将数组存储到Perl哈希中的正确语法是什么？

Question

我正在创建一个这样的新对象:

TestObject->new(@array1, @array2)

我的new方法看起来像这样:

sub new {
  my $class = shift;
  my $self = {};

  my $self->{Array1} = shift;
  my $self->{Array2} = shift;

  bless($self, $class);

  return $self;
}

作为访问数据的简单测试,我正在尝试这个,然后一旦我开始工作,我就可以构建更有意义的逻辑:

sub mymethod {
  my $self = shift;
  my $param = shift;

  my $array1Value = shift(my $self->{Array1});
  my $array2Value = shift(my $self->{Array2});

  print $array1Value." ".$array2Value;
}

但是当我打电话时mymethod,我收到了这个错误:

Type of arg 1 to shift must be array (not hash element) at Tests/MyObject.pm line 21, near "})"

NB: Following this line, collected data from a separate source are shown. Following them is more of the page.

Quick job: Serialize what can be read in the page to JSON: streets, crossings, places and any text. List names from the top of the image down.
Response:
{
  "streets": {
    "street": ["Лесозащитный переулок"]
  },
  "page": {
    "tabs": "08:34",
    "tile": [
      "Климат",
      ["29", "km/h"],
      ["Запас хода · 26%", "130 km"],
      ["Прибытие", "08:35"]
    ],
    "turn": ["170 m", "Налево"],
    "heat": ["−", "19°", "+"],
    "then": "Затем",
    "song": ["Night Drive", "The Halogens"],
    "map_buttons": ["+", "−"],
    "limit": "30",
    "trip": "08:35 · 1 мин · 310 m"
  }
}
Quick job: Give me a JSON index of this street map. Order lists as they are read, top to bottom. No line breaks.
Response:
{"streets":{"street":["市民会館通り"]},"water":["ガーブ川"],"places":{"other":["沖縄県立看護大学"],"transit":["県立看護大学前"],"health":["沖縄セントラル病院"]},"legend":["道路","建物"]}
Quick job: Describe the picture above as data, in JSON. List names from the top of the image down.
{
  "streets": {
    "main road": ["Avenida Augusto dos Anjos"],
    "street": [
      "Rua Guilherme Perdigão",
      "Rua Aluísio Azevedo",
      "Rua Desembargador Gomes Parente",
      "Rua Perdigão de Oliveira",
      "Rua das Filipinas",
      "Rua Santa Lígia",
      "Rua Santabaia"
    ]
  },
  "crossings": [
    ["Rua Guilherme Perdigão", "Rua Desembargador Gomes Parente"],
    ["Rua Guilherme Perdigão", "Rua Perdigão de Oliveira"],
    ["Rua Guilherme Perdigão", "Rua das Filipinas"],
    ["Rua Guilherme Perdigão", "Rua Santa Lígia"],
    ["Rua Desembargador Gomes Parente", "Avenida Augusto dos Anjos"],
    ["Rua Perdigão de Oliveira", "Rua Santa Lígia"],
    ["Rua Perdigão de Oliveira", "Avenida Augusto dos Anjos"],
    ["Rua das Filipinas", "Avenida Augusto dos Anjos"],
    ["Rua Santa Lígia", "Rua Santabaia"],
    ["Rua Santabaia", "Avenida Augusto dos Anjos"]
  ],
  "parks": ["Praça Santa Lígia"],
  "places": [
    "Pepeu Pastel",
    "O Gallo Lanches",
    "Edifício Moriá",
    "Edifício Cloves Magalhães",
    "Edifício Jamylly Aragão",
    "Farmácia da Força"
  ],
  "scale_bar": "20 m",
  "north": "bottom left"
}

建议？我在Perl数据结构上阅读了这个页面,但它们没有使用参数创建数组哈希的示例shift.所以我的问题可能就在那里.

Answer 1

将数组作为参数传递时,它们会被展平.您可以传递对它们的引用.见perlsub

#!/usr/bin/env perl

package foo;

sub new {
    my $class = shift;
    my $self = {};

    $self->{Array1} = shift;
    $self->{Array2} = shift;

    bless($self, $class);

    return $self;
}

sub mymethod {
  my $self = shift;
  my $param = shift;

  my $array1Value = shift( @{$self->{Array1}} );
  my $array2Value = shift( @{$self->{Array2}} );

  print "$array1Value $array2Value\n";
}

package main;

my @a = ( 0, 1, 2);
my @b = ( 3, 4, 5);
my $o = new foo( \@a, \@b );;
$o->mymethod;